Planking. It seems unnecessary to plank the whole of the hull, when all the underwater section will be coppered. But planking helps to smooth out any inconsistencies in the bread-and-butter hull. I have gone over the top to some extent, in that the wales are done in anchor-stock fashion. It may well not show once it’s painted, but since it can be done this way, why not? I did cheat, by cutting a single piece of wood in a zig-zag pattern. That way, it fits together neatly – almost too neatly.
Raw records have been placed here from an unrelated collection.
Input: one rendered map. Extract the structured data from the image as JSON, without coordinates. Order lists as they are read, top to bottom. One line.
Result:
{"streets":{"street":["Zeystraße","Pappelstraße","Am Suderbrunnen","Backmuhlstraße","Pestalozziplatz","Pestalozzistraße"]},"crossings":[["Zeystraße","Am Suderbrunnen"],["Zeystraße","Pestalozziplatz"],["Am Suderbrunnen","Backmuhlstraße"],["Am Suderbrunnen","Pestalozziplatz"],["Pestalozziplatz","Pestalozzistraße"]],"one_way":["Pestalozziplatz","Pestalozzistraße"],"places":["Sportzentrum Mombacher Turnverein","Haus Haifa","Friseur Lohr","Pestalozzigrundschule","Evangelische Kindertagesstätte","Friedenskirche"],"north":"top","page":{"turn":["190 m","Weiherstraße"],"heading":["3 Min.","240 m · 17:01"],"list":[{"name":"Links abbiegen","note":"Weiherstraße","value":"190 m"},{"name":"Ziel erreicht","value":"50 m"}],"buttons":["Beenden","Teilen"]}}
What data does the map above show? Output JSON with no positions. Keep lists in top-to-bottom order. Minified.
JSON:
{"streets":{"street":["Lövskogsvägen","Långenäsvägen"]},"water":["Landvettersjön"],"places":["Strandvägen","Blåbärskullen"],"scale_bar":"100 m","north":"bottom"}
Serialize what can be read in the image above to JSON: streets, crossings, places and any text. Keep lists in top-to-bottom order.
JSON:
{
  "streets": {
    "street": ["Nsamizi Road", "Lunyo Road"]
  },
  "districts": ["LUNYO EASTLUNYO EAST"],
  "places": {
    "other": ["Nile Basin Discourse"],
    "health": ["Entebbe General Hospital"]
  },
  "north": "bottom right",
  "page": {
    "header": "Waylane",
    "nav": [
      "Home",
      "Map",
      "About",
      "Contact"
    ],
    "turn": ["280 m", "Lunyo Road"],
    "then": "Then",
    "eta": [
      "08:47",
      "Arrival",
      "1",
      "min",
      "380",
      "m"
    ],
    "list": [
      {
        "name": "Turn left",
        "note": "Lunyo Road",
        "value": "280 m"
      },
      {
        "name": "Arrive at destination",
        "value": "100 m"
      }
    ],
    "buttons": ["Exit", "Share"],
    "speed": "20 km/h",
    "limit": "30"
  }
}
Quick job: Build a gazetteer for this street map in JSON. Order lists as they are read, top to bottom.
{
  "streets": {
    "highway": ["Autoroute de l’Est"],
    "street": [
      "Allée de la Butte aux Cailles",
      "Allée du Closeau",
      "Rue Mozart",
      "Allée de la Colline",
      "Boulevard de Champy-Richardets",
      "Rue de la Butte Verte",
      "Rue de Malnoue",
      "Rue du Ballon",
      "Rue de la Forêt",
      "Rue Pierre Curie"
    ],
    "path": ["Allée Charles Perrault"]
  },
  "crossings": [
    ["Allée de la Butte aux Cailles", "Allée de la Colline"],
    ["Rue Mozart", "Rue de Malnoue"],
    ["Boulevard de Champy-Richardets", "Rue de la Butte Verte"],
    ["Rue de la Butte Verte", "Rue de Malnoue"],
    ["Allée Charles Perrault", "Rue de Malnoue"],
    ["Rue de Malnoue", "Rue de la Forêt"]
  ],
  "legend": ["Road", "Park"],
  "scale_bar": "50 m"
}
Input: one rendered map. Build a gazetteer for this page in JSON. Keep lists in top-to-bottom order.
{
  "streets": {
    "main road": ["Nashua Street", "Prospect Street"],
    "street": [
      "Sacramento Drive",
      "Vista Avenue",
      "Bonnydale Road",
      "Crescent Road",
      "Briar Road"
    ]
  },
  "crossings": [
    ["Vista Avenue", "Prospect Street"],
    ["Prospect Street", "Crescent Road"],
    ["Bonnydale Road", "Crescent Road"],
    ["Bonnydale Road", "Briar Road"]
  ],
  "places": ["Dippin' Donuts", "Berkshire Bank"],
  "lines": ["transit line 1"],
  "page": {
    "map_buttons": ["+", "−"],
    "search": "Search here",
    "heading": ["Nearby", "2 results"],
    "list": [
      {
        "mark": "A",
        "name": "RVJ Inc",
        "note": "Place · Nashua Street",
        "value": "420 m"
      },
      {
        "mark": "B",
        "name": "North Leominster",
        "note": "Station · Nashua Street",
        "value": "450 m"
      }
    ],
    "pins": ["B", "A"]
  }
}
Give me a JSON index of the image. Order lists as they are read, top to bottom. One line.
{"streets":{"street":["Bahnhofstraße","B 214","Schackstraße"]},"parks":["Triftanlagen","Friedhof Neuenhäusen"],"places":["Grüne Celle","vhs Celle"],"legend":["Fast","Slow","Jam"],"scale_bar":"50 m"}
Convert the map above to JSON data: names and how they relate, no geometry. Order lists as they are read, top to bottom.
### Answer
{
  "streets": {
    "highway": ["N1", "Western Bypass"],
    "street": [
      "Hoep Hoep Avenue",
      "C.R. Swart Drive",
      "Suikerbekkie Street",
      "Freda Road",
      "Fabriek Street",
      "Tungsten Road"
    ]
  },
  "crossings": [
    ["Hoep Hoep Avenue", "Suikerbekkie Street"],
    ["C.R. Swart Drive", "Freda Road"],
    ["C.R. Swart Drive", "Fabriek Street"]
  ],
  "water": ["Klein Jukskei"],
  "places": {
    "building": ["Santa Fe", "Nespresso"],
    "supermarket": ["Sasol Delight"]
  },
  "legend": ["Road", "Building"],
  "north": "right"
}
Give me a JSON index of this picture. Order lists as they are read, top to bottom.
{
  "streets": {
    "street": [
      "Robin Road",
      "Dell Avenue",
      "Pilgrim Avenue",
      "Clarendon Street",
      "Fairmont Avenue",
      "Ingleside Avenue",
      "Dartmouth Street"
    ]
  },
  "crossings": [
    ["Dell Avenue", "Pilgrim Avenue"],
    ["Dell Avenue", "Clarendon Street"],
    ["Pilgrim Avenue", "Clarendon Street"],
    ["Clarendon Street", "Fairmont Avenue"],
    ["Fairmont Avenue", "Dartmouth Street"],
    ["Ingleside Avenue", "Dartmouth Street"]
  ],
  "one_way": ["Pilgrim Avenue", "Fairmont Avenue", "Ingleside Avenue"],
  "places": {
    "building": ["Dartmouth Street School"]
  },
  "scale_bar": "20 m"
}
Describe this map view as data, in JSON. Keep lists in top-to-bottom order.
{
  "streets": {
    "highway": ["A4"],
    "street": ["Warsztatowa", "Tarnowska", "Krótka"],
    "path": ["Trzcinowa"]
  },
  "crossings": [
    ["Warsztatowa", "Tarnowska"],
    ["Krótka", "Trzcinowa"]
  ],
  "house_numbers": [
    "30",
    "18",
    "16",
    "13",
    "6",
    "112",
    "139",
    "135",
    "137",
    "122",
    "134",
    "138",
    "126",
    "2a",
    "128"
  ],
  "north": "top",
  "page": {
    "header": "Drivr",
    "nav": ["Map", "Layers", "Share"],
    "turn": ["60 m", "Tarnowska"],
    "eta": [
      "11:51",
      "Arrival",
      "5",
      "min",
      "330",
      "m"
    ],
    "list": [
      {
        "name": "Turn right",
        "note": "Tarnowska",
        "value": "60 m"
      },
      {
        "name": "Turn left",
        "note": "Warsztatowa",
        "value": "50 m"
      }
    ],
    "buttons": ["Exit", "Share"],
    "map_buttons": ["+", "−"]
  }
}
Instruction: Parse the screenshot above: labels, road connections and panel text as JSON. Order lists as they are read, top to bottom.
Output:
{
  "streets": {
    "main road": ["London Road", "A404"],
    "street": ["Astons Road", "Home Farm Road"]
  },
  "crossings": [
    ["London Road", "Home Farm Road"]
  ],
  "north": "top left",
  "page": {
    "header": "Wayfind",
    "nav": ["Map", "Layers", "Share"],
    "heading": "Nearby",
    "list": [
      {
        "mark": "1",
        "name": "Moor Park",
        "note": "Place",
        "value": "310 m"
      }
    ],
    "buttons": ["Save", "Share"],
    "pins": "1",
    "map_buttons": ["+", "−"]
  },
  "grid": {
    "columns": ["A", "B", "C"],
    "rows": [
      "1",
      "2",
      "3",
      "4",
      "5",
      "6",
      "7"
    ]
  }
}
Coppering. The advice with a model on this scale is to avoid coppering. Nevertheless, I’m having a go. Many kit models have sticking-out pimples on their copper plates. These are presumably intended to indicate nails, but a look at a coppered ship, such as Trincomalee, suggests that the heads of the nails lay flat. Photos of City of Adelaide also show no sign of pimples or protuberant nails. The coppering of USS Constitution is new, but again, there are no pimples in the photographs I’ve seen. So, my model is to be coppered with 2 mm adhesive tape, made in China and bought through Ebay, with no attempt made to mark the nails. One problem is that the joins are very hard to see; I chose therefore, rather than using small pieces of tape, to mark the divisions by scribing them. It's important, of course, to make sure that the surface to be coppered is absolutely smooth. Being old-fashioned, I used French polish.